Ткачёвская конура оказалась скромной даже по меркам нищих окраин Соликамска. Перешагнув порог комнатушки на цокольном этаже полуразрушенного монстра из красно-чёрного кирпича, бывшего некогда котельной, я подумал: «Не лучше ли будет поискать ночлег в заброшенных многоэтажках?» Но Ткач растопил «буржуйку», и это, с учётом ночных заморозков, убедило меня остаться.
Отсветы огня, пляшущие по выщербленным кирпичным стенам, создавали зловещую атмосферу, а крохотное оконце с решёткой под закопченным потолком вызывало воспоминания о тюремных казематах. Да и мебели здесь было не больше, чем в апартаментах казённого дома: сколоченный из едва отёсанных досок топчан с жиденьким матрасом, стол, табурет и две полки, заставленные кухонным скарбом. Ну хотя бы чисто и не воняет крысиной мочой.
– Держи, – бросил мне Ткач драное пальто.
– А разве по правилам гостеприимства ты не должен уступить мне кровать?
– Перебьёшься.
– Эх, не командный ты игрок, Алексей. – Я расстелил в свободном углу пальтишко, скрутил в качестве подушки плащ и улёгся, но сон не шёл. – Прости.
– А? – обернулся Ткач, слегка ошарашенный.
– Прости меня, Алексей, за то, что испоганил тебе жизнь.
– Стебись-стебись, – вернулся он к взбиванию пролёжанного матраса.

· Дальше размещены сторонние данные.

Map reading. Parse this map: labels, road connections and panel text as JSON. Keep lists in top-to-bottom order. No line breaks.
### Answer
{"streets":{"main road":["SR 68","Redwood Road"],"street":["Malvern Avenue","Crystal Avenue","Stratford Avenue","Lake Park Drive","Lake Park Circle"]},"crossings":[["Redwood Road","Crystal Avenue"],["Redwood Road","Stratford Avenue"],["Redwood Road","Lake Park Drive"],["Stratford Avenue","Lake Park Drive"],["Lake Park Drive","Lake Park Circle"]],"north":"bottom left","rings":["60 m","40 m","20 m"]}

– Нет, серьёзно. Ведь у тебя наверняка были планы на будущее. А тут появился я как снег на голову и всё разрушил. Н-да… Здесь чувствуется отсутствие женской руки. Ты не думал остепениться? Сколотить вторую кровать, может быть, даже пару-тройку вешалок. А там и о детишках подумать можно.
– Ага. Я – завидный жених, между прочим. У меня есть «буржуйка». Тут многие очагом обходятся с дырой в потолке.

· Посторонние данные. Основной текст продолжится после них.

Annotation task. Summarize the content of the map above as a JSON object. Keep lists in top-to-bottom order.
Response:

– Дьявол. Прекрати. Меня снедает стыд.
– Охота поболтать за жизнь? – Ткач улёгся, поставив автомат к изголовью, «ПМ» под подушкой тоже не ускользнул от моего внимания. – Расскажи тогда, что с Сиплым? Давно хотел узнать.

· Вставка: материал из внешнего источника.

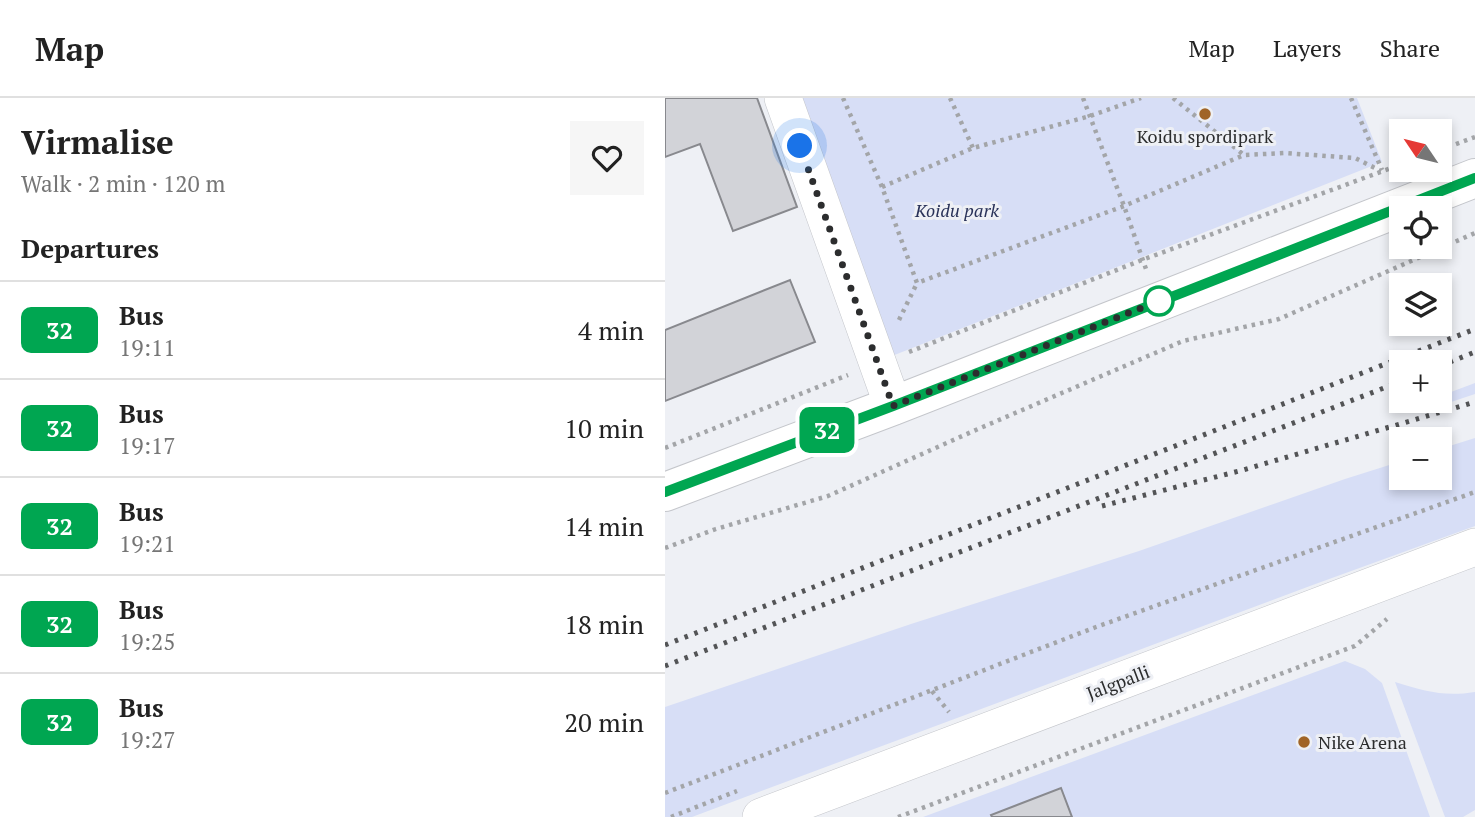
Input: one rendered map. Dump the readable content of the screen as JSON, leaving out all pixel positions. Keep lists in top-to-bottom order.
{
  "streets": {
    "street": ["Jalgpalli"]
  },
  "parks": ["Koidu park"],
  "places": ["Koidu spordipark", "Nike Arena"],
  "lines": ["bus line 32"],
  "north": "top left",
  "page": {
    "header": "Map",
    "nav": ["Map", "Layers", "Share"],
    "heading": [
      ["Virmalise", "Walk · 2 min · 120 m"],
      "Departures"
    ],
    "on_map": "32",
    "map_buttons": ["+", "−"],
    "list": [
      {
        "mark": "32",
        "name": "Bus",
        "note": "19:11",
        "value": "4 min"
      },
      {
        "mark": "32",
        "name": "Bus",
        "note": "19:17",
        "value": "10 min"
      },
      {
        "mark": "32",
        "name": "Bus",
        "note": "19:21",
        "value": "14 min"
      },
      {
        "mark": "32",
        "name": "Bus",
        "note": "19:25",
        "value": "18 min"
      },
      {
        "mark": "32",
        "name": "Bus",
        "note": "19:27",
        "value": "20 min"
      }
    ]
  }
}
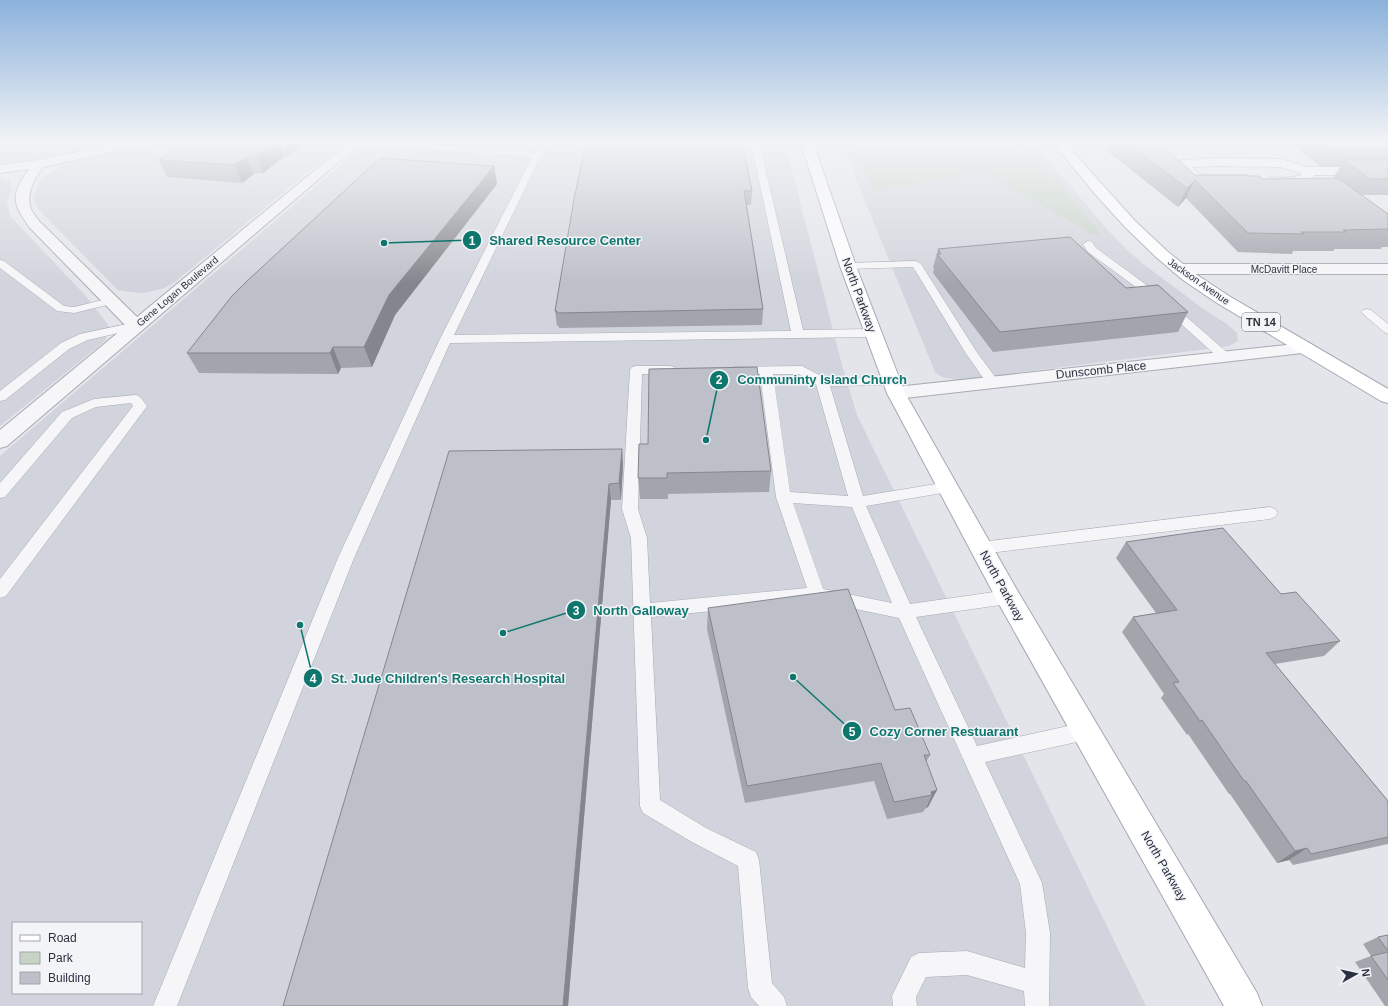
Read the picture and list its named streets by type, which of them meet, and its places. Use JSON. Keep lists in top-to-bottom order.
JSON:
{
  "streets": {
    "main road": ["Jackson Avenue", "North Parkway", "TN 14"],
    "street": ["McDavitt Place", "Gene Logan Boulevard", "Dunscomb Place"]
  },
  "crossings": [
    ["McDavitt Place", "Jackson Avenue"],
    ["Jackson Avenue", "Dunscomb Place"],
    ["North Parkway", "Dunscomb Place"]
  ],
  "places": [
    "Shared Resource Center",
    "Communinty Island Church",
    "St. Jude Children's Research Hospital",
    "North Galloway",
    "Cozy Corner Restuarant"
  ],
  "legend": ["Road", "Park", "Building"],
  "north": "right"
}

– Сиплый? А что с ним сделается? В последний раз, как я его видел, был жив-здоров. Ну относительно здоров, для наркомана.
– Почему ты его не убил? Ведь Фома наверняка заказал всех. К тому же, насколько я заметил, вы не слишком ладили.
– Знаешь, как говорят: «От любви до ненависти один шаг». В обратную сторону столько же. Сиплый мне… нравится.
– Ого какие откровения.
– Ну а что ты хотел? После твоей выходки мы остались в том бомбоубежище. Только мы двое. Тишина, лишь мерный плеск воды нарушает покой подземелья. А когда погас фонарь, мы погрузились в полнейшую непроглядную темноту. И… пятнадцать часов кряду разбирали устроенный тобой завал. А это, знаешь ли, сближает.
– Понимаю.
– Кстати, Сиплый обещал при первом же удобном случае вырезать твои коленные чашечки и бросить тебя в лесу на радость зверушкам. А я предложил запустить рыжих муравьёв на твою оголённую печень.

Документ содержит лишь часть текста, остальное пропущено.